Au départ, les plus-values latentes sur nos participations font l’objet d’une évaluation à la date de notre départ. Nous constatons que cette valorisation correspond à la différence entre la valeur vénale actuelle de nos titres et leur prix d’acquisition initial. Deuxièmement, les plus-values bénéficiant d’un report d’imposition, notamment celles issues des opérations d’apport-cession, entrent également dans l’assiette taxable. Troisièmement, les créances représentatives d’un complément de prix sont intégrées au calcul.
Nous disposons pourtant d’une option alternative : nous pouvons choisir l’application du barème progressif de l’impôt sur le revenu si celui-ci s’avère plus avantageux selon notre situation personnelle. Cette faculté nécessite une analyse comparative précise pour déterminer le régime fiscal optimal.
| Type de plus-value | Mode de calcul | Taux applicable |
|---|---|---|
| Plus-values latentes sur participations | Valeur vénale – Prix d’acquisition | 30% (flat tax) ou barème progressif |
| Plus-values en report d’imposition | Montant en report | 30% (flat tax) ou barème progressif |
| Créances de complément de prix | Montant de la créance | 30% (flat tax) ou barème progressif |

Les modalités du sursis de paiement et obligations déclaratives
Nous bénéficions automatiquement d’un sursis de paiement lorsque nous transférons notre domicile fiscal dans un pays ayant conclu avec la France deux conventions essentielles : une convention d’assistance administrative contre la fraude fiscale et une convention d’assistance mutuelle en matière de recouvrement. Cette disposition nous permet de différer le règlement de l’exit tax sans constitution de garantie.
Pour les transferts vers des États et Territoires Non Coopératifs ou vers des pays sans convention fiscale avec la France, nous devons effectuer une démarche spécifique. Nous sommes tenus de déposer une demande préalable au plus tard 90 jours avant notre départ, accompagnée d’une proposition de garantie via le formulaire n°2074-ETD. Cette obligation, entrée en vigueur le 22 novembre 2019, impose une anticipation rigoureuse de notre projet d’expatriation.
Chaque année, nous devons également déposer une déclaration 2074-ETS pour actualiser notre situation auprès de l’administration fiscale française. Cette formalité annuelle permet de suivre l’évolution de notre patrimoine mobilier et de signaler tout événement susceptible de mettre fin au sursis. Dans nos opérations quotidiennes, nous comprenons l’importance d’une gestion rigoureuse des échéances administratives pour éviter tout défaut déclaratif.

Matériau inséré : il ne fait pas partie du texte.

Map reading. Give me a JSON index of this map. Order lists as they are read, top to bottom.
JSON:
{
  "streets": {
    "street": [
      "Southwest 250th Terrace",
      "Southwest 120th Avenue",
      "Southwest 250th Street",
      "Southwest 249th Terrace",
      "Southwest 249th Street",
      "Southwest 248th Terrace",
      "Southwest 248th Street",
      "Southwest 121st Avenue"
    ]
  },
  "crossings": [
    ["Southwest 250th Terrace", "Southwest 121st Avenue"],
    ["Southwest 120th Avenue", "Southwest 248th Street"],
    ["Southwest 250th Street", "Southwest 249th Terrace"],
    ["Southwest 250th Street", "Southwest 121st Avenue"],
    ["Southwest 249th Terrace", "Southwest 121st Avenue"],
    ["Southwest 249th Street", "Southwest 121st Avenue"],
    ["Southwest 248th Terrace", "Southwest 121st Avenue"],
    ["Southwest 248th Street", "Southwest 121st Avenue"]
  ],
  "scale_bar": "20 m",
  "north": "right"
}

Les événements déclenchant l’exigibilité et les modalités de dégrèvement
Le sursis prend fin et le paiement devient exigible uniquement sur la fraction des titres concernés par certaines opérations spécifiques. Nous devons nous acquitter de l’imposition lors des événements suivants :
- La cession à titre onéreux de nos titres à un tiers
- Le rachat par une société de ses propres titres que nous détenons
- Le remboursement d’obligations et titres assimilés
- L’annulation pure et simple des titres
- La donation de titres si nous résidons hors Union européenne, Islande et Norvège
Nous devons noter que l’assiette et le taux d’imposition sont figés à la date de notre transfert de domicile fiscal, indépendamment des évolutions ultérieures du marché. Cette cristallisation peut présenter des avantages ou des inconvénients selon la trajectoire de valorisation de nos participations.
Nous pouvons obtenir un dégrèvement de l’exit tax dans trois situations distinctes. Le dégrèvement intervient immédiatement en cas de décès ou si nous réinstallons notre résidence fiscale en France. Lorsque la valeur de nos titres n’excède pas 2 570 000 euros, nous obtenons automatiquement un dégrèvement après deux années de sursis. Pour des participations supérieures à ce montant, le délai s’étend à cinq années. Ces dispositions témoignent d’une volonté d’équilibrer la lutte contre l’évasion fiscale avec le maintien de l’attractivité du territoire français pour les entrepreneurs et investisseurs.